By Roy L Hales
About a hundred people attended the memorial for Jared Lowndes, the 38-year-old Indigenous man who was killed by the RCMP outside the Campbell River Tim Hortons takeout on July 8.
The public portion of the memorial began in downtown Campbell River at 11:30 a.m. on July 20.
From there, participants drove to the RCMP station, where the crowd voiced their anger outside the door.
Lowndes mother, Laura Hamilton, and more than a dozen protesters went inside, where three officers met them. You could see the officers mouths' moving, but their words were drowned by the roar that erupted in response.
“There is no possible way you could understand the terror every time I close my eyes. I see the holes in his face, I see the f____ holes in his face. Do you understand, every time I close my eyes I see my son’s brains blown out,” she shouted, above the rising chants.
Chief Darren Blaney, of the Homalco Nation, blames the shooting on the RCMP’s lack of training. He said the police should not have the authority to use lethal force after only six months training. The First Nations community, and people of colour, are paying the price, he added.
The RCMP were attempting to serve an outstanding warrant for weapons possessions.
According to Fay Blaney, the great aunt of Lowndes daughters Phoenix and Patience, Lowndes was acquitted of the associated charges years ago. The court dismissed them after Lowndes common-law wife confessed she had planted the gun in his possessions.
But the warrant, to obtain a sample of DNA that could show if Lowndes touched the gun, was still in the system.
Blaney said the First Nations community has been targeted by police. She suspects that Lowndes fled because he knew the RCMP could inflict violence upon him with impunity.
According to a memo sent to Public Safety Minister Ralph Goodale in 2017, 36 per cent of the people fatally shot during the previous decade were Indigenous, but they constitute less than 5 per cent of the population.
Lowndes is the fourth member of Vancouver Island’s First Nation community that police have killed in a little over a year.
When they caught up with him at the Tim Horton’s take-out, the RCMP rammed Lowndes' car from three directions. Lowndes and his four month puppy were trapped inside. The RCMP sent the police dog Gator in after them and Lowndes defended himself with a knife. The RCMP responded by shooting him in the face three times.
Cortes Island resident Tanya Henck drove by the scene at 9:15 a.m. that morning.
“I drove by probably 15-20 minutes after it happened and there was a good dozen cop cars lined all along the front. You could see people in the adjacent parking lot looking over. I drove by, probably an hour and a half later and you could see Jared’s body. He was covered, but it was very obvious to see.
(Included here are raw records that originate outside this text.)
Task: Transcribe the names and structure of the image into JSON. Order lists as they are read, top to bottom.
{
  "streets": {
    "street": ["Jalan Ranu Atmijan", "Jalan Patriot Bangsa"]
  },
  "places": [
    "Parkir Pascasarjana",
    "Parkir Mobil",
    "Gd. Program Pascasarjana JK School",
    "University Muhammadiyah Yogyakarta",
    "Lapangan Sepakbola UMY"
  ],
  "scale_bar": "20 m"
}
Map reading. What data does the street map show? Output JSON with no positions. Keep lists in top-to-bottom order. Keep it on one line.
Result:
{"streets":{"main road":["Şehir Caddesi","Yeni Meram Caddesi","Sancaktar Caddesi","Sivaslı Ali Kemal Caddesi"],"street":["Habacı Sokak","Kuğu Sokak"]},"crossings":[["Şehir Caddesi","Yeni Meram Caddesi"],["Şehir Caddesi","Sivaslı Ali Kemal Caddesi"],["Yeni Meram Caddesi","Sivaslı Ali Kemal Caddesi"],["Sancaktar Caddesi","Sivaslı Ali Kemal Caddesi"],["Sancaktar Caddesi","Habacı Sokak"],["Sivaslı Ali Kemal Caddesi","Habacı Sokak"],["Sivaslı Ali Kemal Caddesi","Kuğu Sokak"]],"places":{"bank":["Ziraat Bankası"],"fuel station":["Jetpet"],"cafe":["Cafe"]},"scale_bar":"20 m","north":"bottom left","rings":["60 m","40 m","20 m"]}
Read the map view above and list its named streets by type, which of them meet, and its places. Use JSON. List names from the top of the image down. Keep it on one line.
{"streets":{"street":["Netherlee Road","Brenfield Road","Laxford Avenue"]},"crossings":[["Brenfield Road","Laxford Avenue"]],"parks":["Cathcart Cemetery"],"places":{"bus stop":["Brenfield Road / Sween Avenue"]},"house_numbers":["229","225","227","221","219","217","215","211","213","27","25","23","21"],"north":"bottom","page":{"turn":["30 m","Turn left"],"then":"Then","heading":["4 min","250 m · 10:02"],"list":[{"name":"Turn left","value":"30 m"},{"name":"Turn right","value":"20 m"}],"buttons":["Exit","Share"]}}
There was an ambulance on either side of him, but nothing was blocking him [from view]. When my friend drove by at 6:30 that evening, you could still see his body laying there,” she said.
Blaney was among the friends and family that gathered on the sidewalk outside Tim Hortons. She said Lowndes body was not removed until 10 p.m. that evening.
The street side memorial for Lowndes, set up within in view of the Tim Horton’s take-out where he was gunned down, has been torn down several times and replaced by a memorial to the dog Gator.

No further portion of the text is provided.